As described above, the amount of vegetables stored in the inside of the vegetable compartment tray 20 is large, so that if a lot of cold air is to be supplied, the cold air can be directly supplied to the inside of the vegetable compartment tray 20. , If the amount of vegetables stored in the vegetable compartment tray 20 is small, it can be seen that the configuration is configured to indirectly cool the inside of the vegetable compartment tray 20 as a basic technical idea.

Of course, within the basic technical scope to which the present invention pertains, many other modifications are possible to those skilled in the art.

For example, as for the configuration of the cold air control plate 22, many other variations are possible with respect to the position, size, number, and the like.

According to the present invention as described above, when a lot of load is put into the vegetable chamber tray and the supply of cold air is required, the cold air control plate 22 is opened by the difference in the coefficient of thermal expansion, the inside of the vegetable chamber tray 20 The cold air is supplied directly to the furnace.
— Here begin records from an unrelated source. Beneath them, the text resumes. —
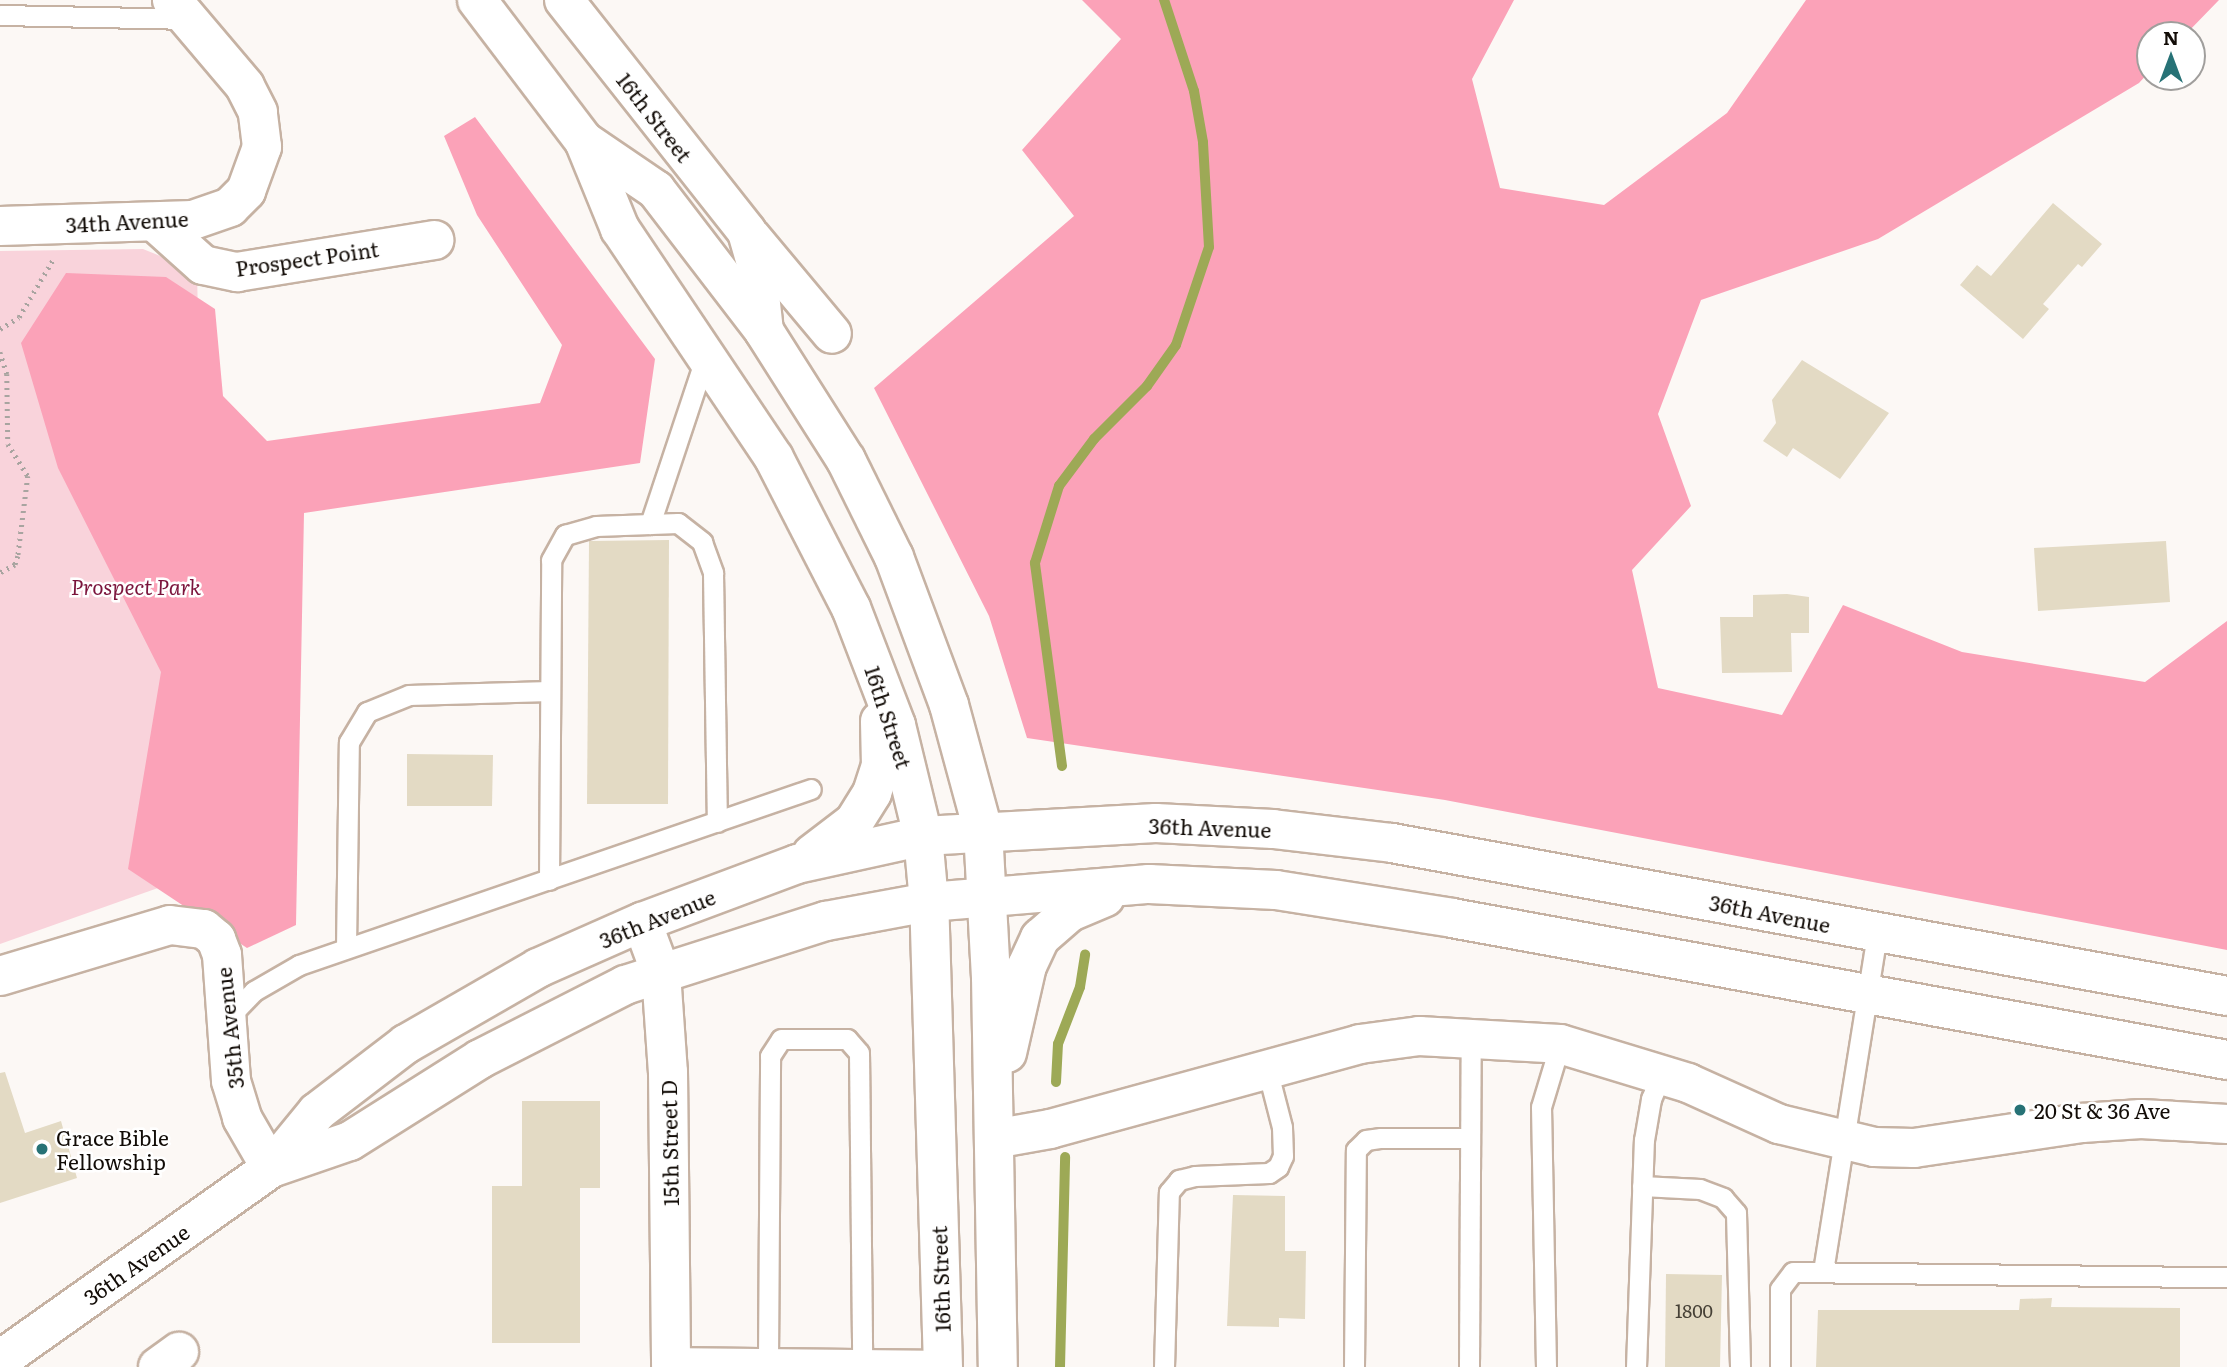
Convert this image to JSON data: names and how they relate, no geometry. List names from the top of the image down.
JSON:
{
  "streets": {
    "street": [
      "16th Street",
      "34th Avenue",
      "Prospect Point",
      "36th Avenue",
      "35th Avenue",
      "15th Street D"
    ]
  },
  "crossings": [
    ["16th Street", "36th Avenue"],
    ["34th Avenue", "Prospect Point"],
    ["36th Avenue", "35th Avenue"],
    ["36th Avenue", "15th Street D"]
  ],
  "parks": ["Prospect Park"],
  "places": ["20 St & 36 Ave", "Grace Bible Fellowship"],
  "house_numbers": ["1800"],
  "north": "top"
}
When the inside of the vegetable chamber becomes cold, the cold air control plate 22 is automatically closed, and the vegetable chamber tray is cooled by the indirect cooling method. Therefore, according to the present invention, the optimum storage temperature can be maintained according to the amount of load stored therein, and the vegetables can be stored for a longer period of time.
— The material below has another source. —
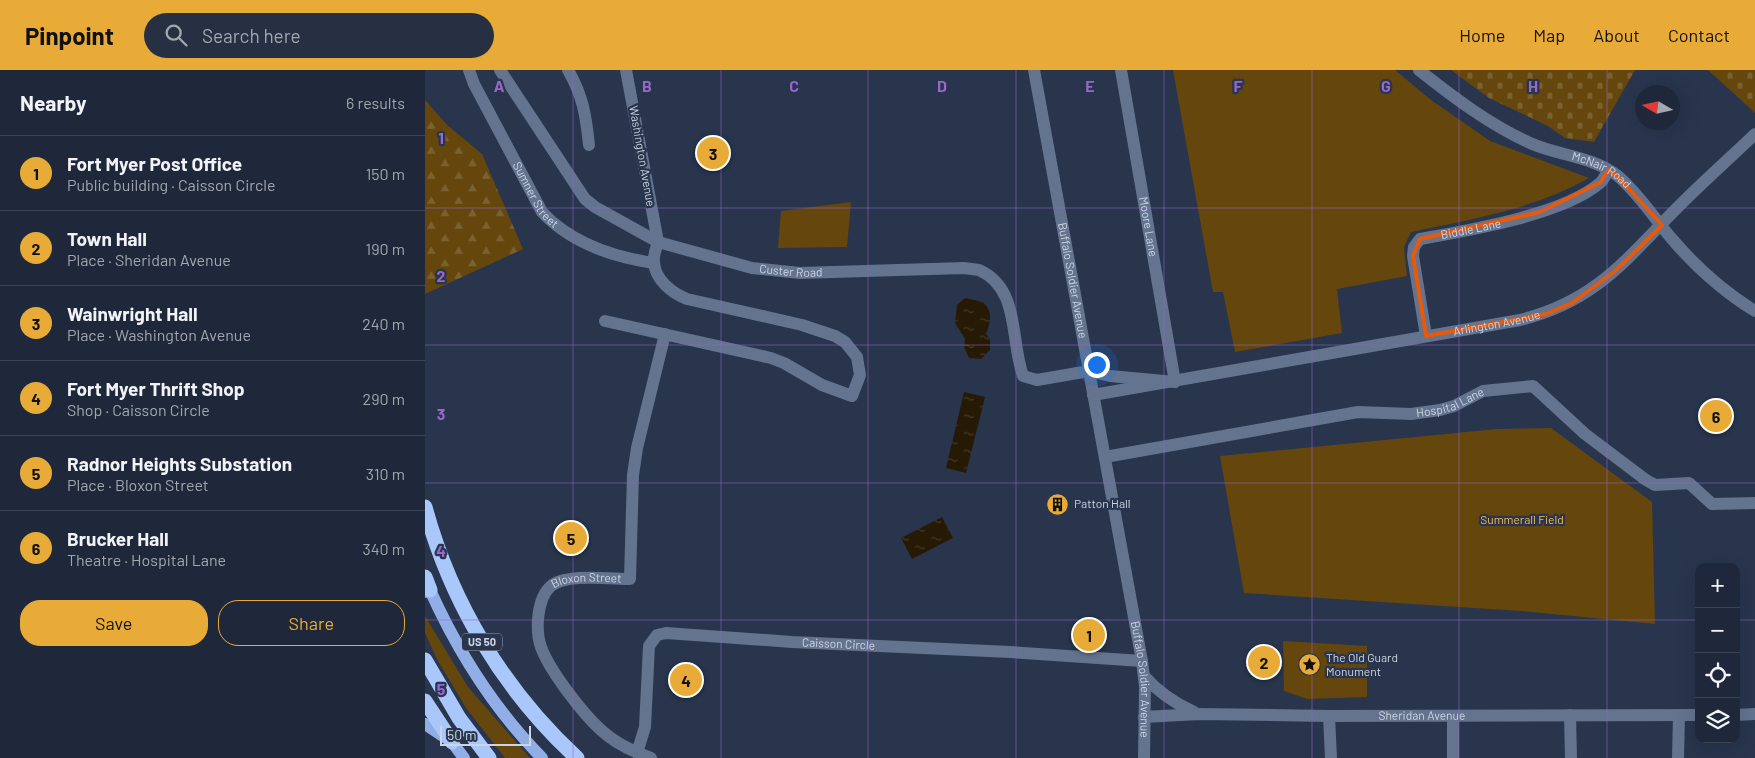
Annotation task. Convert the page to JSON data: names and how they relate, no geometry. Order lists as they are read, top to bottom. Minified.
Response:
{"streets":{"highway":["US 50"],"street":["Washington Avenue","McNair Road","Sumner Street","Moore Lane","Biddle Lane","Custer Road","Buffalo Soldier Avenue","Arlington Avenue","Hospital Lane","Bloxon Street","Caisson Circle","Sheridan Avenue"]},"crossings":[["Washington Avenue","Custer Road"],["McNair Road","Biddle Lane"],["McNair Road","Arlington Avenue"],["Moore Lane","Arlington Avenue"],["Biddle Lane","Arlington Avenue"],["Custer Road","Buffalo Soldier Avenue"],["Custer Road","Arlington Avenue"],["Buffalo Soldier Avenue","Arlington Avenue"],["Buffalo Soldier Avenue","Hospital Lane"],["Buffalo Soldier Avenue","Caisson Circle"],["Buffalo Soldier Avenue","Sheridan Avenue"],["Bloxon Street","Caisson Circle"]],"parks":["Summerall Field"],"places":{"building":["Patton Hall"],"place":["The Old Guard Monument"]},"scale_bar":"50 m","north":"left","page":{"header":"Pinpoint","search":"Search here","nav":["Home","Map","About","Contact"],"heading":["Nearby","6 results"],"list":[{"mark":"1","name":"Fort Myer Post Office","note":"Public building · Caisson Circle","value":"150 m"},{"mark":"2","name":"Town Hall","note":"Place · Sheridan Avenue","value":"190 m"},{"mark":"3","name":"Wainwright Hall","note":"Place · Washington Avenue","value":"240 m"},{"mark":"4","name":"Fort Myer Thrift Shop","note":"Shop · Caisson Circle","value":"290 m"},{"mark":"5","name":"Radnor Heights Substation","note":"Place · Bloxon Street","value":"310 m"},{"mark":"6","name":"Brucker Hall","note":"Theatre · Hospital Lane","value":"340 m"}],"pins":["3","6","5","1","2","4"],"map_buttons":["+","−"],"buttons":["Save","Share"],"scale":"50 m"},"grid":{"columns":["A","B","C","D","E","F","G","H"],"rows":["1","2","3","4","5"]}}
Therefore, when the load on the vegetable chamber tray is high, supplying sufficient cold air directly to the vegetable chamber tray can prevent the dewing phenomenon due to moisture generated in the vegetable, and at the same time, when the load is low, the vegetable can be prevented from being overdried. It becomes possible. Due to such a configuration, according to the amount of vegetables stored in the vegetable compartment tray of the refrigerator substantially, the advantage of being able to store the vegetables for a long time in a high fresh state by adopting an appropriate cooling method is expected.

Claims (2)

On one side of the vegetable chamber tray which is kept closed by the vegetable chamber cover, a cold air control plate is formed by joining two metal plates having different thermal expansion coefficients so that the cold air control plate can be opened and closed by the temperature difference between inside and outside. Vegetable chamber cold air supply of the refrigerator characterized in that. The refrigerator of claim 1, wherein the cold air control plate is installed at a portion adjacent to the refrigerating chamber duct for supplying cold air to the refrigerating chamber.